● **INPUT**
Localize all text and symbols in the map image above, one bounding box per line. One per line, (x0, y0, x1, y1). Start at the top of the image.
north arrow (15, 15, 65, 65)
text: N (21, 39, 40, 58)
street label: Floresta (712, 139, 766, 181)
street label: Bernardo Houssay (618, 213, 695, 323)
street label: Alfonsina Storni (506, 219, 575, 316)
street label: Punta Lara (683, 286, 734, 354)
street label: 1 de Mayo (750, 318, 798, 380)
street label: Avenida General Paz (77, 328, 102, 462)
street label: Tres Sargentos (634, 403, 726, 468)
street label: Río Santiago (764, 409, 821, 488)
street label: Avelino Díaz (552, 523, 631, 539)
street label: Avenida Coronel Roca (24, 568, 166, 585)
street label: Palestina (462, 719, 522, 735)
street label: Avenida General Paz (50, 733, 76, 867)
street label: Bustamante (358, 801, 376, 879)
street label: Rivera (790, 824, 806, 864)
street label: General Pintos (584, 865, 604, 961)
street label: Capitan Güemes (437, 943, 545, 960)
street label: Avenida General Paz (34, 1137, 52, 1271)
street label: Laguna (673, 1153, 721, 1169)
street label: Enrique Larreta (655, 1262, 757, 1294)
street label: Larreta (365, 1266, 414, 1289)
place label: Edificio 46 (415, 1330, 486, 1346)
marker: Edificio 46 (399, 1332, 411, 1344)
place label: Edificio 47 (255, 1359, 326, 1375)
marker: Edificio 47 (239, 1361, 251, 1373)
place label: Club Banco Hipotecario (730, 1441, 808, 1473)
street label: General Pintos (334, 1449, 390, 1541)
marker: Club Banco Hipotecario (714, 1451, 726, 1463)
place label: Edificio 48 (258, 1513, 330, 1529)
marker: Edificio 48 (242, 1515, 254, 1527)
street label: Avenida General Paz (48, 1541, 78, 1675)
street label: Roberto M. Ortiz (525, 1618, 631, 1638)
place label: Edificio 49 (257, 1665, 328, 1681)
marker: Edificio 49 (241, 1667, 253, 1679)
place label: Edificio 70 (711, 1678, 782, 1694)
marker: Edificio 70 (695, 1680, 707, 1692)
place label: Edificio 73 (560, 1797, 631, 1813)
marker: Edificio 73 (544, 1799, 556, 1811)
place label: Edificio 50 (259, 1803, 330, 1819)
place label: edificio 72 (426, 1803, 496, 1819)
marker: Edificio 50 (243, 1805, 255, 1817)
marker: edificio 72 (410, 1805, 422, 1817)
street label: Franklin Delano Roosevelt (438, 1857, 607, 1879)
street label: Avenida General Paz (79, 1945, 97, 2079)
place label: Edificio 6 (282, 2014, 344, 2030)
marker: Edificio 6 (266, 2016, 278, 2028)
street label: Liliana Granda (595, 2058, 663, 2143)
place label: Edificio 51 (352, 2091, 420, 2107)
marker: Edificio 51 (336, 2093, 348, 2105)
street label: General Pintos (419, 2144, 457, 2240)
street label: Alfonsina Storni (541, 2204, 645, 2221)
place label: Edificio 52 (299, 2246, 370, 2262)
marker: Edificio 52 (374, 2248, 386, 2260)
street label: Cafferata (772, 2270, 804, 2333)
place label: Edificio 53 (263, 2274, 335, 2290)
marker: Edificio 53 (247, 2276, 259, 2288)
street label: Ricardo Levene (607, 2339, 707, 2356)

● **TASK GOAL**
Repeat the entries exactly, leaving nothing out.

● **WRITTEN RESPONSE**
Localize all text and symbols in the map image above, one bounding box per line. One per line, (x0, y0, x1, y1). Start at the top of the image.
north arrow (15, 15, 65, 65)
text: N (21, 39, 40, 58)
street label: Floresta (712, 139, 766, 181)
street label: Bernardo Houssay (618, 213, 695, 323)
street label: Alfonsina Storni (506, 219, 575, 316)
street label: Punta Lara (683, 286, 734, 354)
street label: 1 de Mayo (750, 318, 798, 380)
street label: Avenida General Paz (77, 328, 102, 462)
street label: Tres Sargentos (634, 403, 726, 468)
street label: Río Santiago (764, 409, 821, 488)
street label: Avelino Díaz (552, 523, 631, 539)
street label: Avenida Coronel Roca (24, 568, 166, 585)
street label: Palestina (462, 719, 522, 735)
street label: Avenida General Paz (50, 733, 76, 867)
street label: Bustamante (358, 801, 376, 879)
street label: Rivera (790, 824, 806, 864)
street label: General Pintos (584, 865, 604, 961)
street label: Capitan Güemes (437, 943, 545, 960)
street label: Avenida General Paz (34, 1137, 52, 1271)
street label: Laguna (673, 1153, 721, 1169)
street label: Enrique Larreta (655, 1262, 757, 1294)
street label: Larreta (365, 1266, 414, 1289)
place label: Edificio 46 (415, 1330, 486, 1346)
marker: Edificio 46 (399, 1332, 411, 1344)
place label: Edificio 47 (255, 1359, 326, 1375)
marker: Edificio 47 (239, 1361, 251, 1373)
place label: Club Banco Hipotecario (730, 1441, 808, 1473)
street label: General Pintos (334, 1449, 390, 1541)
marker: Club Banco Hipotecario (714, 1451, 726, 1463)
place label: Edificio 48 (258, 1513, 330, 1529)
marker: Edificio 48 (242, 1515, 254, 1527)
street label: Avenida General Paz (48, 1541, 78, 1675)
street label: Roberto M. Ortiz (525, 1618, 631, 1638)
place label: Edificio 49 (257, 1665, 328, 1681)
marker: Edificio 49 (241, 1667, 253, 1679)
place label: Edificio 70 (711, 1678, 782, 1694)
marker: Edificio 70 (695, 1680, 707, 1692)
place label: Edificio 73 (560, 1797, 631, 1813)
marker: Edificio 73 (544, 1799, 556, 1811)
place label: Edificio 50 (259, 1803, 330, 1819)
place label: edificio 72 (426, 1803, 496, 1819)
marker: Edificio 50 (243, 1805, 255, 1817)
marker: edificio 72 (410, 1805, 422, 1817)
street label: Franklin Delano Roosevelt (438, 1857, 607, 1879)
street label: Avenida General Paz (79, 1945, 97, 2079)
place label: Edificio 6 (282, 2014, 344, 2030)
marker: Edificio 6 (266, 2016, 278, 2028)
street label: Liliana Granda (595, 2058, 663, 2143)
place label: Edificio 51 (352, 2091, 420, 2107)
marker: Edificio 51 (336, 2093, 348, 2105)
street label: General Pintos (419, 2144, 457, 2240)
street label: Alfonsina Storni (541, 2204, 645, 2221)
place label: Edificio 52 (299, 2246, 370, 2262)
marker: Edificio 52 (374, 2248, 386, 2260)
street label: Cafferata (772, 2270, 804, 2333)
place label: Edificio 53 (263, 2274, 335, 2290)
marker: Edificio 53 (247, 2276, 259, 2288)
street label: Ricardo Levene (607, 2339, 707, 2356)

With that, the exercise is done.